Textual content posts on TikTok

/ TikTok

Posts have a 1,000-character restrict, in response to The Verge’s testing, which suggests they are often double the lengths of these on Threads or over 3 times these on Twitter (although paid customers can hit 4,000).

One of many ways in which TikTok movies unfold on the platform is by the power for others to remix content material through stitching and duetting, and these are each supported right here. TikTok proprietor Bytedance is banking on these acquainted options making textual content posts simply as viral as their video counterparts, however all the identical, it’s onerous to think about YouTube or Vimeo increasing past their core USP in the identical manner.

TikTok joins an entire host of firms vying to be the default Twitter various — a rising checklist which incorporates the likes of Meta’s Threads, Mastodon and Twitter founder Jack Dorsey’s BlueSky. Nothing has but stood out because the defacto successor, with preliminary enthusiasm for Threads waning in current weeks.

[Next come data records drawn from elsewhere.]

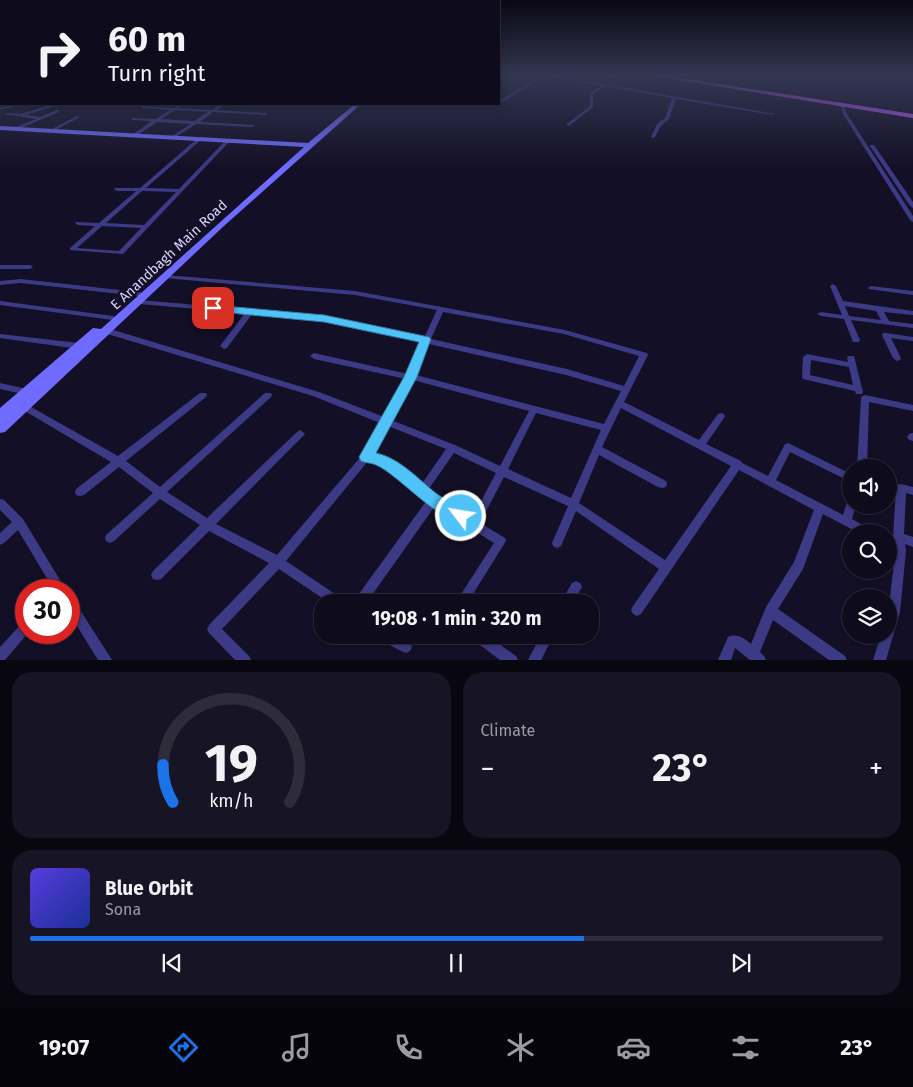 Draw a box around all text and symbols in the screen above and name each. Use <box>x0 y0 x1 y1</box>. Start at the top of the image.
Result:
text: 60 m <box>108 18 186 60</box>
icon: right <box>25 20 90 85</box>
text: Turn right <box>108 60 205 87</box>
street label: E Anandbagh Main Road <box>107 197 231 313</box>
pin <box>192 287 234 329</box>
icon: arrive <box>199 294 227 322</box>
map controls <box>842 459 897 644</box>
button: sound <box>842 459 897 514</box>
position arrow <box>434 489 486 541</box>
button: search <box>842 524 897 579</box>
speed limit sign: 30 <box>15 579 80 644</box>
button: layers <box>842 589 897 644</box>
text: 19:08 · 1 min · 320 m <box>371 607 542 630</box>
text: Climate <box>481 721 535 740</box>
text: 19 <box>205 732 258 795</box>
text: 23° <box>652 745 711 791</box>
text: − <box>481 752 495 785</box>
text: + <box>869 752 883 785</box>
text: km/h <box>209 790 253 812</box>
text: Blue Orbit <box>105 877 193 900</box>
text: Sona <box>105 900 141 919</box>
icon: previous <box>158 949 186 977</box>
icon: pause <box>442 949 470 977</box>
icon: next <box>727 949 755 977</box>
icon: directions <box>166 1030 201 1065</box>
icon: music <box>279 1030 314 1065</box>
icon: phone <box>391 1030 426 1065</box>
icon: climate <box>503 1030 538 1065</box>
icon: car <box>616 1030 651 1065</box>
icon: filters <box>728 1030 763 1065</box>
text: 19:07 <box>39 1034 89 1061</box>
text: 23° <box>840 1034 874 1061</box>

There’s a sure irony in TikTok going after the short-form textual content format popularised by Twitter, given Bytedance owes a few of its Western reputation to the platform’s former administration.

Between 2012 and 2017, Twitter operated one thing known as Vine which allowed customers to make six-second looping video clips. Whereas commercially unsuccessful, it was a trailblazer in shortform creativity, and left loads of creatives — and their audiences — in search of someplace that provided comparable. TikTok offered, and its current development has urged that maybe Vine was forward of its time.